4) Check whether the amount receivable in the meeting and banquet notices attached to the settlement statement matches the settlement statement.
5) Check whether all income reductions are reasonable, whether the chargebacks are signed by the authorized person, and whether the reasons are sufficient.
6) Check whether the discount authority is accurate. For example: the catering department manager has the authority to give 20% off the entire order (excluding drinks, cigarettes and seafood), the catering supervisor has the authority to give 12% off (excluding cigarettes, drinks, and seafood), etc.
7) Check whether the accounts, front desk accounts, and banquets (entertainments) are signed by guests and authorized persons (whether the signatures on the accounts are signed by the authorized person of the agreed unit).
8) Check whether the VIP card checkout is printed with ++, and whether the rubbing ++ is consistent with the checkout ++.
9) Check whether the face value of the breakfast coupon, buffet coupon, consumption coupon, and discount coupon matches the bill, and whether the date is valid. Whether there is any expiration, alteration, etc.
10) Check whether consumption, compensation and other charges meet the standards stipulated by the hotel.
11) Check whether the invoice issued is consistent with the bill.
12) Check the invoice issuance registration form to see if the number and amount of invoices issued are correct.
13) Pick out the gift details and forward them to the cost department the next day.
14) Separate the ENT account and place it on top of all food and beverage bills.
15) Register the catering compensation items and amounts and transfer them to the cost department the next day.
16) Check the catering and beverages with the "Liquor Sales Daily Report", review it by the daily review the next day, and transfer it to the cost department after confirmation.

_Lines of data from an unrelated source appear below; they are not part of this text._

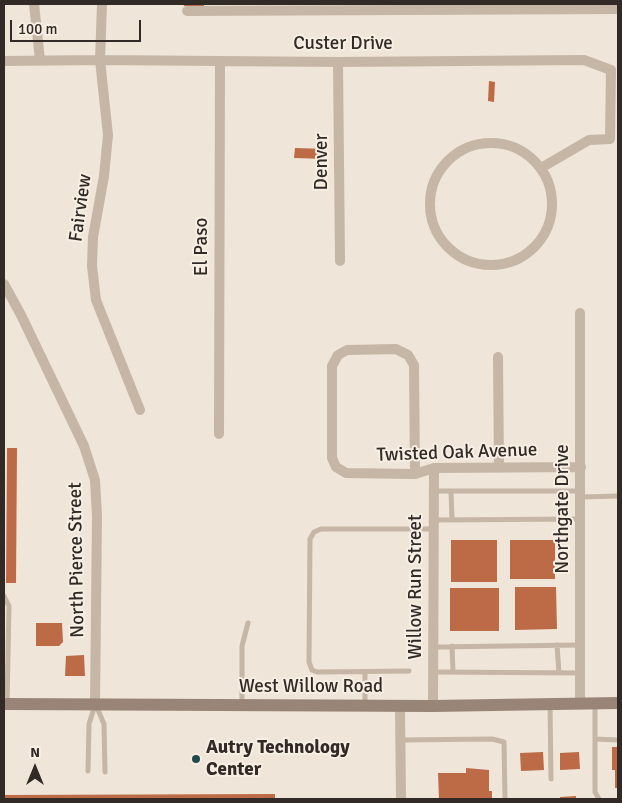 <!DOCTYPE html>
<html>
<head>
<meta charset="utf-8">
<style>
  body { margin:0 }
  #map { position:relative; width:622px; height:803px; overflow:hidden; background:#efe5d8; font-family:Signika,sans-serif }
  canvas { display:block }
  .frame { position:absolute; inset:0; border:5px solid #322a26; pointer-events:none }
  .north { position:absolute; left:10px; top:743px; width:50px; height:50px; -webkit-text-stroke:4px #f7efe4; paint-order:stroke; rotate:0deg; font-size:14px; font-weight:700; line-height:20px; text-align:center; color:#322a26 }
  .north::after { content:''; display:block; margin:auto; width:18px; height:22px; background:#322a26; clip-path:polygon(50% 0,100% 100%,50% 72%,0 100%) }
  .scale { position:absolute; left:10px; top:20px; width:131px; height:22px; box-sizing:border-box; border:2px solid #322a26; border-top:0; padding-left:6px; font-size:15px; line-height:18px; white-space:nowrap; color:#322a26; -webkit-text-stroke:4px #f7efe4; paint-order:stroke }
</style>
</head>
<body>
<div id="map">
<canvas width="622" height="803"></canvas>
<div class="frame"></div>
<div class="north">N</div>
<div class="scale">100 m</div>
</div>
<script>
const c = document.querySelector('canvas').getContext('2d');
c.lineJoin = 'round';
function paint(path, color) { c.fillStyle = color; c.fill(path, 'evenodd'); }
function trace(path, color, width, dash) { c.strokeStyle = color; c.lineWidth = width; c.lineCap = dash ? 'butt' : 'round'; c.setLineDash(dash || []); c.stroke(path); }
function drawText(font, color, halo, rows, align = 'center') {
  c.font = font + ' Signika,sans-serif'; c.lineWidth = 4; c.setLineDash([]); c.textBaseline = 'middle'; c.strokeStyle = halo; c.fillStyle = color; for (const [text, x, y, turn = 0] of rows) {
    c.save(); c.translate(x, y); c.rotate((+turn || 0) * Math.PI / 180); c.textAlign = isNaN(turn) ? turn : align; if (halo) c.strokeText(text, 0, 0); c.fillText(text, 0, 0); c.restore();
  }
}
paint(new Path2D(`
  M184,4H204V6H184Z
  M489,81L495,82L494,102L488,101Z
  M295,148L326,149V159L294,158Z
  M7,448H17L16,583H6Z
  M451,540H497V582H451Z
  M510,540H555V579H510Z
  M515,587H556L557,629L515,630Z
  M450,588H499V631H450Z
  M36,623H62L63,642L59,646H36Z
  M84,655L85,676H65L66,656Z
  M612,747H618V788H615V770H612Z
  M543,752L544,770L521,771L520,753Z
  M579,752L580,769L560,770V753Z
  M466,768L489,770V791H492V799H439L438,773H466Z
  M275,794V799H4V795Z
  M576,796V799H560V797Z`), '#bd6a47');
trace(new Path2D(`
  M434,491H581
  M451,491L452,520
  M559,491L560,519
  M581,497L618,496
  M434,520L581,519
  M4,596L9,606L7,704
  M557,645L559,673
  M452,646L453,672
  M433,647L580,645
  M409,671L317,672L312,670L309,662L310,539L314,532L321,529H434
  M433,672L580,673
  M595,704V792L599,799
  M96,705L104,724L105,772
  M242,705V646L248,623
  M365,705V672
  M550,705L551,779
  M595,739L618,740
  M401,740L492,739L504,742L505,799
  M88,771L89,724L95,705`), '#c6b6a5', 5);
trace(new Path2D(`
  M34,4L40,60
  M102,4L100,60L108,135L104,176L93,237L92,266L96,300L140,410
  M187,11L618,9
  M4,61L100,60L338,62L584,60L611,70L610,139L589,140L541,168
  M338,62L340,261
  M430 204a61 61 0 1 1 122 0a61 61 0 1 1-122 0Z
  M4,284L21,315L84,446L95,480L97,516L95,704
  M580,313V704
  M498,357L499,468
  M219,434L220,61
  M415,474L414,365L408,355L396,349L347,350L338,355L332,366V458L336,467L346,473L415,474L434,468L581,467
  M400,706L401,799
  M433,706L434,468`), '#c6b6a5', 10);
trace(new Path2D(`
  M4,704L433,706L618,703`), '#998577', 12);
for (const [x, y, r, color] of [
  [196,759,5,"#1f4a50"]
]) { const dot = new Path2D(); dot.arc(x, y, r, 0, 2 * Math.PI); c.fillStyle = color; c.fill(dot); trace(dot, '#f7efe4', 2); }
drawText('19px', '#322a26', '#f7efe4', [
  ["Custer Drive",343,44],
  ["Denver",322,162,-90],
  ["Fairview",81,208,-82],
  ["El Paso",202,247,-90],
  ["Twisted Oak Avenue",457,453,-2],
  ["Northgate Drive",563,509,-90],
  ["North Pierce Street",77,560,-91],
  ["Willow Run Street",416,587,-90],
  ["West Willow Road",311,687]
]);
drawText('bold 19px', '#322a26', '#f7efe4', [
  ["Autry Technology",206,748],
  ["Center",206,770]
], 'left');
</script>
</body>
</html> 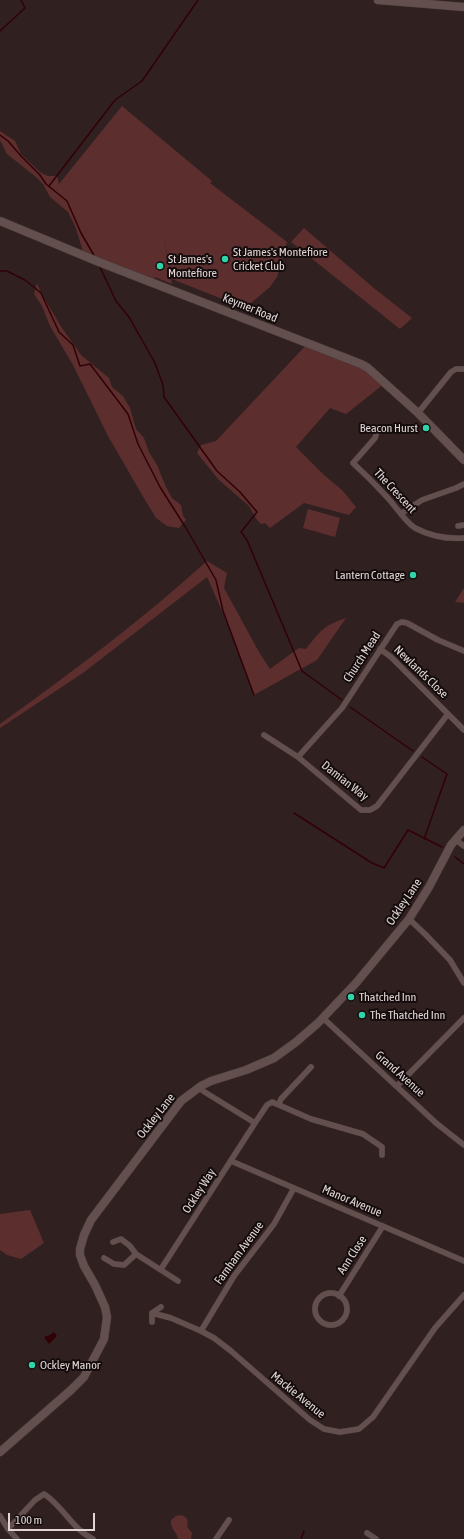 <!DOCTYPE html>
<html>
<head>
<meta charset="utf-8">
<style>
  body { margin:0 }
  #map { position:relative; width:464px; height:1539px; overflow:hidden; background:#312020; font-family:"Asap Condensed",sans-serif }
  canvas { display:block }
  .scale { position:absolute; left:8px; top:1513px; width:87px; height:18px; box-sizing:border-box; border:2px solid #e1d5d5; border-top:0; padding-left:5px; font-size:12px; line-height:14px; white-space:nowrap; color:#e1d5d5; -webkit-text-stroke:3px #140c0c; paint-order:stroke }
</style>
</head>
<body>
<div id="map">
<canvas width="464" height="1539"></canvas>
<div class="scale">100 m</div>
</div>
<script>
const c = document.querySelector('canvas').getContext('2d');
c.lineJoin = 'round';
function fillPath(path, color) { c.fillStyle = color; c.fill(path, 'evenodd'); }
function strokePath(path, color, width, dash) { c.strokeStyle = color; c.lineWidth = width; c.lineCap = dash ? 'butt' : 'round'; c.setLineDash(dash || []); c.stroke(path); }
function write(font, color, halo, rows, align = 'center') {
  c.font = font + ' "Asap Condensed",sans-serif'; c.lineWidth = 4; c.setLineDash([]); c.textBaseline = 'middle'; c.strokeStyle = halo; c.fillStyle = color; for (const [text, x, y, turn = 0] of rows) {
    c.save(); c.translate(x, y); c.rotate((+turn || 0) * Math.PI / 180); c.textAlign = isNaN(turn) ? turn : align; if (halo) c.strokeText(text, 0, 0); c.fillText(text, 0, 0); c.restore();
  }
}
fillPath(new Path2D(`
  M122 106 212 181 210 183 287 242 277 277 270 287 245 308 172 279 164 237 172 284 155 277 154 281 83 251 75 226 68 212 50 197 43 184 36 177 7 154 0 140V131L15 141 21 154 41 173 48 176H57L59 184Z
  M304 228 375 289 412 318 400 329 291 242Z
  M37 283 41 293 62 328 81 355 109 378 112 387 123 396 130 408 136 429 144 438 149 452 157 465 166 487 172 498 181 505 183 516 186 520 179 528 167 526 156 518 145 500 108 436 73 365 50 326 42 306 34 294Z
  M308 343 345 357 384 384 346 414 330 408 296 447 324 475 342 490 356 507 349 515 304 503 270 528 265 523 261 524 257 520 249 506 219 480 197 453 201 445 216 441Z
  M308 509 340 518 335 537 303 528Z
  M207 561 227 573 224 588 259 652 270 669 299 648 306 649C321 630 323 626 346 618L317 660 254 695 230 629 207 577 83 673 0 728V724C71 673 142 620 207 561Z
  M464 588V603L455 602Z
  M30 1210 44 1243 21 1259 7 1255 0 1250V1214Z
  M181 1515C191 1519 186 1521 188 1528 189 1530 191 1531 192 1533L191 1539H178C177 1531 170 1530 171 1520L176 1516Z`), '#5d2e2e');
fillPath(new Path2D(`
  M54 1332 57 1336 49 1344 44 1337 50 1335Z`), '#310006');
strokePath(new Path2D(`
  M0 31 25 8 21 0
  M0 135 8 141 22 157 40 175 46 184 67 201 81 233 95 257
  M49 186 115 100 142 81 198 0
  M99 265 116 301 129 317 155 363 163 385 164 397 217 471 240 492 257 512 241 532 247 540 302 671 342 700
  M0 271H7L25 280 41 293 59 332 73 345 80 366 90 364 128 414 138 444 160 487 186 528 216 580 223 611 254 695
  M350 707 413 751
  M422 757 447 774 424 839
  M294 813 372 863 384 868 408 830 442 847
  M455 857 464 864
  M301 1539 304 1531`), '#310006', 1.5);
const street = new Path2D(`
  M418 413 451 372 456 369H464
  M378 429 375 438 353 463C364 473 375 484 386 496 395 505 405 522 415 528 430 536 448 539 464 538
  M402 513 422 500 456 488 464 484
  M458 526 464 525
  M380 649 391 657 464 730
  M264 735 298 757 361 810H370L377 806 448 714
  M298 757 342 708 397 624 402 622 407 623 438 640 464 651
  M456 840 464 846
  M409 919 426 935 450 960 464 983
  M323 1018 436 1123 464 1145
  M201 1086 203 1091 255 1123
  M397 1086 464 1018
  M279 1104 281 1099 311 1067
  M231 1161 464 1261
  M113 1242 121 1239 130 1246 136 1254 178 1281
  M104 1258 114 1264 124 1265 136 1254
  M161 1269 255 1123 267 1105 272 1102 311 1119 363 1134 382 1147V1155
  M315 1309a16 16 0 1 1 32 0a16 16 0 1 1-32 0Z
  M339 1296 383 1226
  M152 1313 161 1307
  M152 1322V1313L171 1318 201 1331 214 1338 231 1351 310 1420 324 1429 340 1432 359 1429 373 1417 435 1328 464 1295
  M201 1331 234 1276 274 1224 294 1188
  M0 1516 8 1529 17 1539
  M8 1529 35 1500 44 1494C63 1506 72 1529 93 1539
  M367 1533 376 1539
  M216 1539 229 1520`);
const secondary = new Path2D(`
  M378 0 464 7
  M0 221 99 262 361 364 368 368 418 413 464 460
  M0 1452 71 1390 84 1377 104 1339 107 1317 105 1307 95 1285 84 1266 80 1255V1249L84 1235 91 1220 181 1101 201 1086 211 1081 246 1070 274 1058 296 1042 318 1023 356 983 409 919 429 887 451 845 464 830`);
strokePath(street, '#483b3b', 6);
strokePath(secondary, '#483b3b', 9);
strokePath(street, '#624f4e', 5.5);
strokePath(secondary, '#624f4e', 8);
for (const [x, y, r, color] of [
  [225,259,4,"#30d4aa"],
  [160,266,4,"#30d4aa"],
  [426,428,4,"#30d4aa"],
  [413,575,4,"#30d4aa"],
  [351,997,4,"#30d4aa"],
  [362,1015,4,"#30d4aa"],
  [32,1365,4,"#30d4aa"]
]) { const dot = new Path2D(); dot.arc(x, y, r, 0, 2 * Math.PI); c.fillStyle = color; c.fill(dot); strokePath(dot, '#140c0c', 1.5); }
write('12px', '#e1d5d5', '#140c0c', [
  ["St James's Montefiore",233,252],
  ["Cricket Club",233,266],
  ["St James's",168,259],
  ["Montefiore",168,273],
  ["Beacon Hurst",418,428,"right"],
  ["Lantern Cottage",405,575,"right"],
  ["Thatched Inn",359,997],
  ["The Thatched Inn",370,1015],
  ["Ockley Manor",40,1365]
], 'left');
write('12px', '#e1d5d5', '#140c0c', [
  ["Keymer Road",250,308,22],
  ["The Crescent",395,491,47],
  ["Church Mead",362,657,-57],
  ["Newlands Close",421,672,44],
  ["Damian Way",345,781,38],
  ["Ockley Lane",404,902,-56],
  ["Grand Avenue",400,1074,42],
  ["Ockley Lane",156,1116,-52],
  ["Ockley Way",199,1191,-57],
  ["Manor Avenue",352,1201,23],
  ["Farnham Avenue",239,1253,-54],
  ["Ann Close",352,1255,-57],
  ["Mackie Avenue",298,1395,39]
]);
</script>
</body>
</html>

17) Mark the problematic bills and register them in the "Shift Book". And classify all bills according to the settlement method.
18) To offset the breakfast coupon of the day, that is, the breakfast coupon used by the guest in the western restaurant that morning is deducted from the room service income, and then manually added to the catering income of the day.
19) Statistics on entertainment consumption items will be used to offset the corresponding items when preparing the business income report.
3. Prepare reports related to the hotel business
After the bills of all business departments are reviewed and correct, the night review will summarize the bills submitted by the cashier by department and make statistics. Accurate total consumption of various types and total income, and prepare a "morning report" and other related reports on hotel operations based on various printed reports and data.
(1) Calculate guest room charges, telephone service charges, laundry, minibars, boutiques, shopping malls, business centers, executive lounges, other income, guest accounts, net balance, etc., and create a " Night review of trial balance."
(2) Count the number of consumers of Chinese food, Western food, lobby bar, Jingsheng Bar, food, drinks, cigarettes, conference rentals, miscellaneous items and shifts to prepare a "daily catering income report"
(3) Divide the data collected in the "Night Audit Trial Balance Sheet" and "Daily Catering Income Report" according to a certain proportion to create the "NIGHTAUDITOR'D'REPORT" report.
(4) Make a morning report based on the "Room Sales Source Analysis Daily and Room Business Daily (by Room Type)".
(5) Calculate the banquet receipts and higher vocational meals of the day and create an ENT report.
(6) During the night review, the front office AR bill and catering AR bill will be counted to create a "daily AR bill report".
(7) Make notes based on the S account details in the audit system and create a list of S account details. .
(8) Make the "Offset, Refund and Gift Detailed List" based on the offset, refund and gift account.
(9) Print out the "Cash Income Statement" in the audit report system.
(10) Perform daily settlement on the POS machine, and put it into the drop box after review.